Gallium(III) bromide (GaBr3) is a chemical compound, and one of four gallium trihalides.

Introduction
Gallium(III) bromide is, at room temperature and atmospheric pressure, a white, crystalline powder which reacts favorably and exothermically with water.  Solid gallium tribromide is stable at room temperature and can be found primarily in its dimeric form.  GaBr3 can form an intermediate halide, Ga2Br7; however, this is not as common as with GaCl3.  It is a member of the gallium trihalide group and is similar to GaCl3, and GaI3, but not GaF3, in its preparation and uses.  GaBr3 is a milder Lewis acid than AlBr3, and has more versatile chemistry due to the comparative ease of reducing gallium, but is more reactive than GaCl3.

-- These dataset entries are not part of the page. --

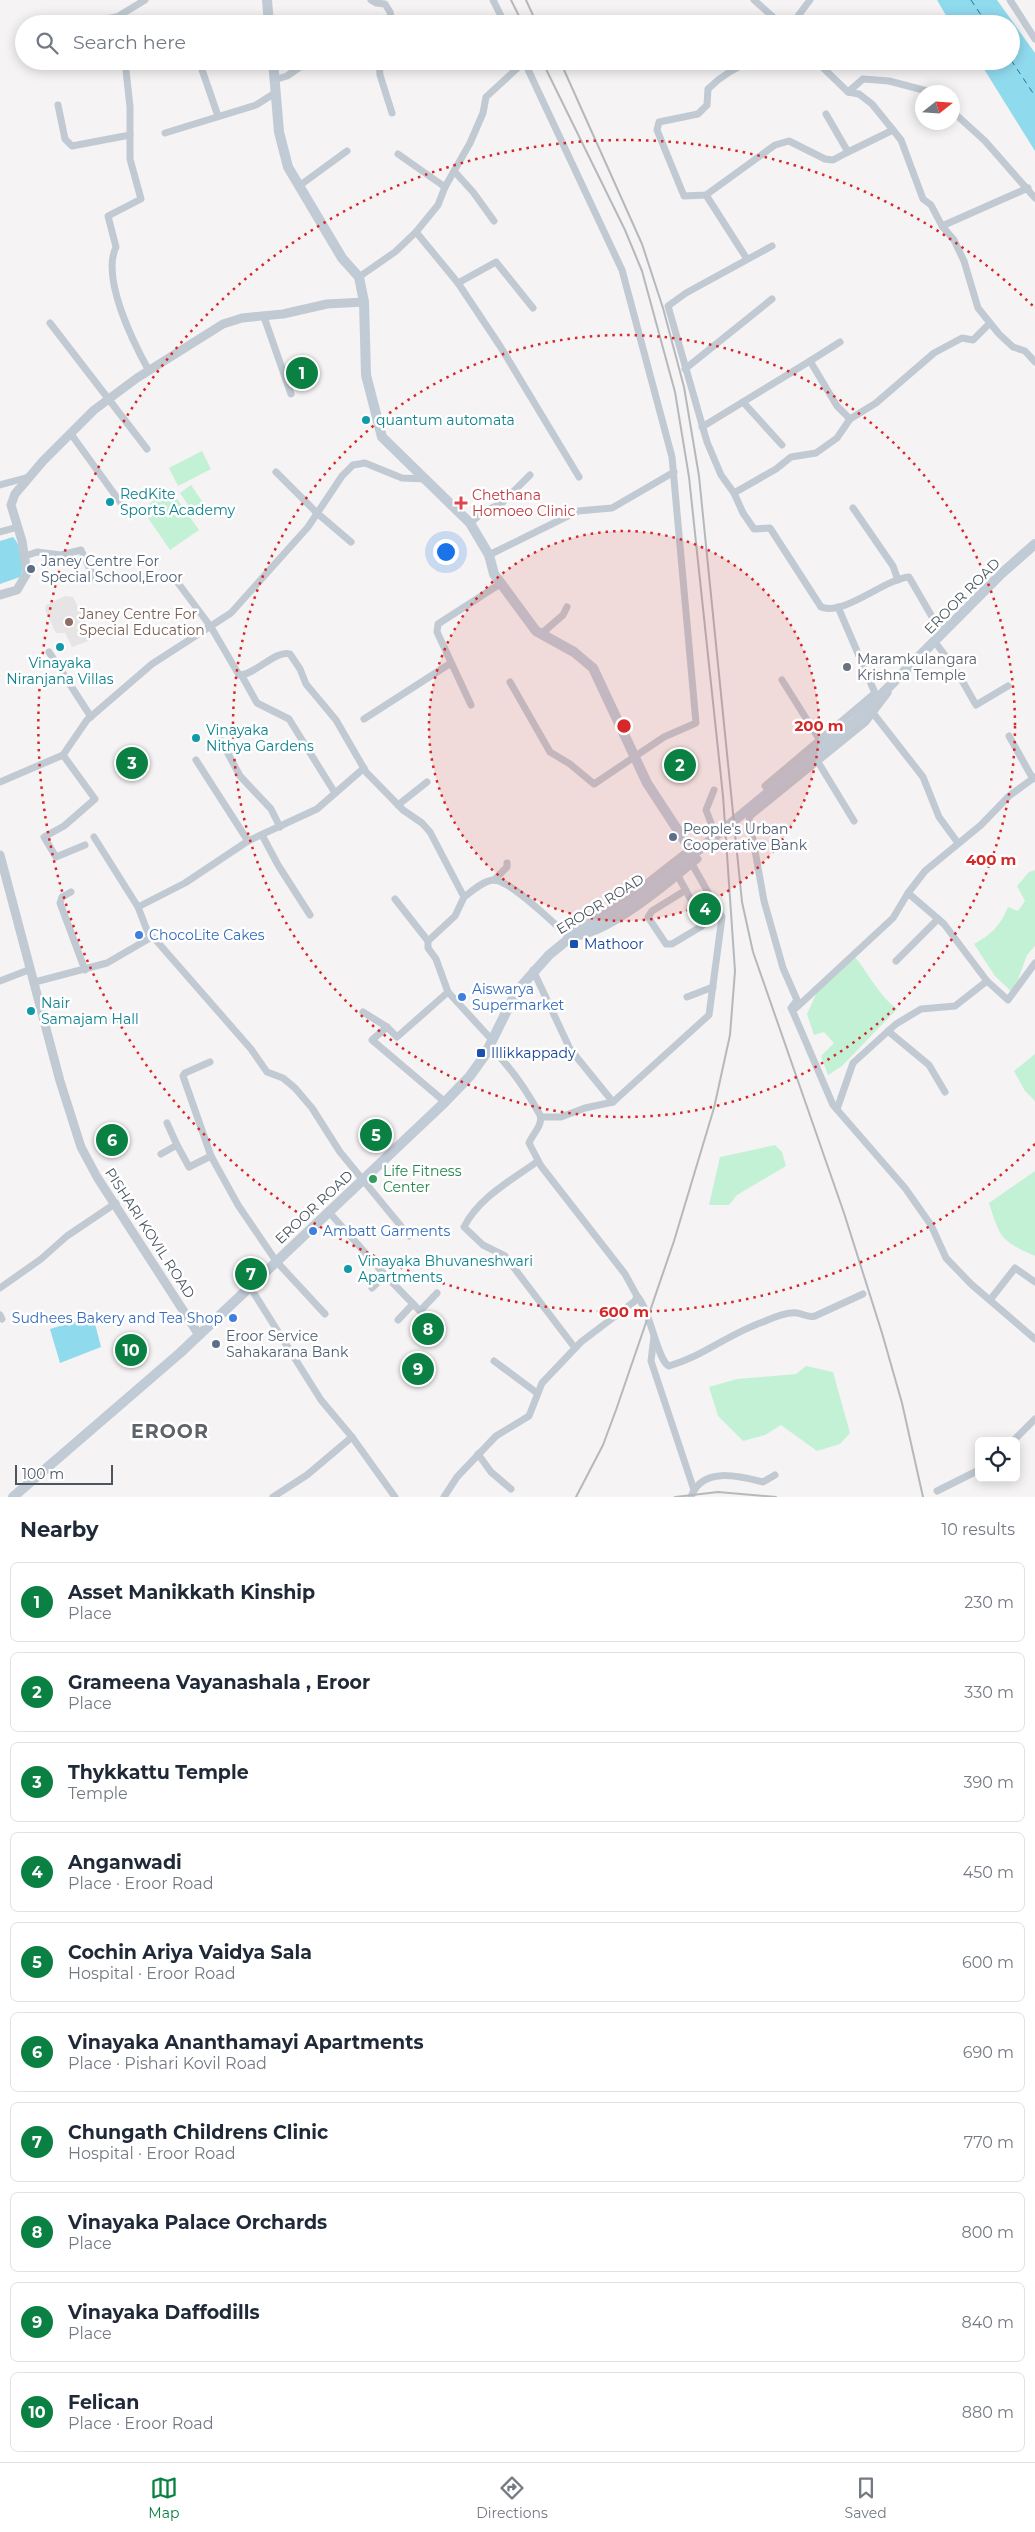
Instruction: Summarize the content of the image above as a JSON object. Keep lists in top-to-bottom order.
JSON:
{
  "streets": {
    "main road": ["EROOR ROAD"],
    "street": ["PISHARI KOVIL ROAD"]
  },
  "crossings": [
    ["EROOR ROAD", "PISHARI KOVIL ROAD"]
  ],
  "districts": ["EROOR"],
  "places": {
    "other": [
      "quantum automata",
      "RedKite Sports Academy",
      "Janey Centre For Special School,Eroor",
      "Janey Centre For Special Education",
      "Vinayaka Niranjana Villas",
      "Maramkulangara Krishna Temple",
      "Vinayaka Nithya Gardens",
      "People's Urban Cooperative Bank",
      "ChocoLite Cakes",
      "Aiswarya Supermarket",
      "Nair Samajam Hall",
      "Life Fitness Center",
      "Ambatt Garments",
      "Vinayaka Bhuvaneshwari Apartments",
      "Sudhees Bakery and Tea Shop",
      "Eroor Service Sahakarana Bank"
    ],
    "health": ["Chethana Homoeo Clinic"],
    "transit": ["Mathoor", "Illikkappady"]
  },
  "scale_bar": "100 m",
  "north": "right",
  "page": {
    "search": "Search here",
    "pins": [
      "1",
      "3",
      "2",
      "4",
      "5",
      "6",
      "7",
      "8",
      "10",
      "9"
    ],
    "scale": "100 m",
    "heading": ["Nearby", "10 results"],
    "list": [
      {
        "mark": "1",
        "name": "Asset Manikkath Kinship",
        "note": "Place",
        "value": "230 m"
      },
      {
        "mark": "2",
        "name": "Grameena Vayanashala , Eroor",
        "note": "Place",
        "value": "330 m"
      },
      {
        "mark": "3",
        "name": "Thykkattu Temple",
        "note": "Temple",
        "value": "390 m"
      },
      {
        "mark": "4",
        "name": "Anganwadi",
        "note": "Place · Eroor Road",
        "value": "450 m"
      },
      {
        "mark": "5",
        "name": "Cochin Ariya Vaidya Sala",
        "note": "Hospital · Eroor Road",
        "value": "600 m"
      },
      {
        "mark": "6",
        "name": "Vinayaka Ananthamayi Apartments",
        "note": "Place · Pishari Kovil Road",
        "value": "690 m"
      },
      {
        "mark": "7",
        "name": "Chungath Childrens Clinic",
        "note": "Hospital · Eroor Road",
        "value": "770 m"
      },
      {
        "mark": "8",
        "name": "Vinayaka Palace Orchards",
        "note": "Place",
        "value": "800 m"
      },
      {
        "mark": "9",
        "name": "Vinayaka Daffodills",
        "note": "Place",
        "value": "840 m"
      },
      {
        "mark": "10",
        "name": "Felican",
        "note": "Place · Eroor Road",
        "value": "880 m"
      }
    ],
    "nav": ["Map", "Directions", "Saved"]
  },
  "rings": ["200 m", "400 m", "600 m"]
}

GaBr3 is similar spectroscopically to aluminum, indium, and thallium trihalides excluding trifluorides.

Preparation
One method of preparing GaBr3 is to heat elemental gallium in the presence of bromine liquid under vacuum.  Following the highly exothermic reaction, the mixture is allowed to rest and then subjected to various purifying steps.  This method from the turn of the twentieth century remains a useful way of preparing GaBr3.  Historically, gallium was obtained by electrolysis of its hydroxide in solution of potassium hydroxide, however today it is obtained as a byproduct of aluminium and zinc production.

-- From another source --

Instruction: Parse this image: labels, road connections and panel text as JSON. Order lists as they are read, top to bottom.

GaBr3 can be synthesized by exposing gallium to bromine in an environment free of water, oxygen and grease. The result is a gas which must be crystallized in order to form bromide purchased by laboratories. Below is the equation:

2 Ga(s) + 3 Br2(l) ⟶ 2 GaBr3(g)

Structure 

The GaBr3 monomer has trigonal planar geometry, but when it forms the dimer Ga2Br6 the geometry around the gallium center distorts to become roughly tetrahedral.  As a solid, GaBr3 forms a monoclinic crystalline structure with a unit cell volume of 524.16 Å3.  Additional specifications for this unit cell are as follows: a = 8.87 Å, b = 5.64 Å, c =11.01 Å, α = 90˚, β = 107.81˚, γ = 90˚.

Complexes
Gallium is the lightest group 13 metal with a filled d-shell, and has an electronic configuration of ([Ar] 3d10 4s2 4p1) below the valence electrons that could take part in d-π bonding with ligands. The somewhat high oxidation state of Ga in Ga(III)Br3, low electronegativity, and high polarizability allow GaBr3 to behave as a "soft acid" in terms of the Hard-Soft-Acid-Base (HSAB) theory.  The Lewis acidity of all the gallium trihalides, GaBr3 included, has been extensively studied thermodynamically, and the basicity of GaBr3 has been established with a number of donors.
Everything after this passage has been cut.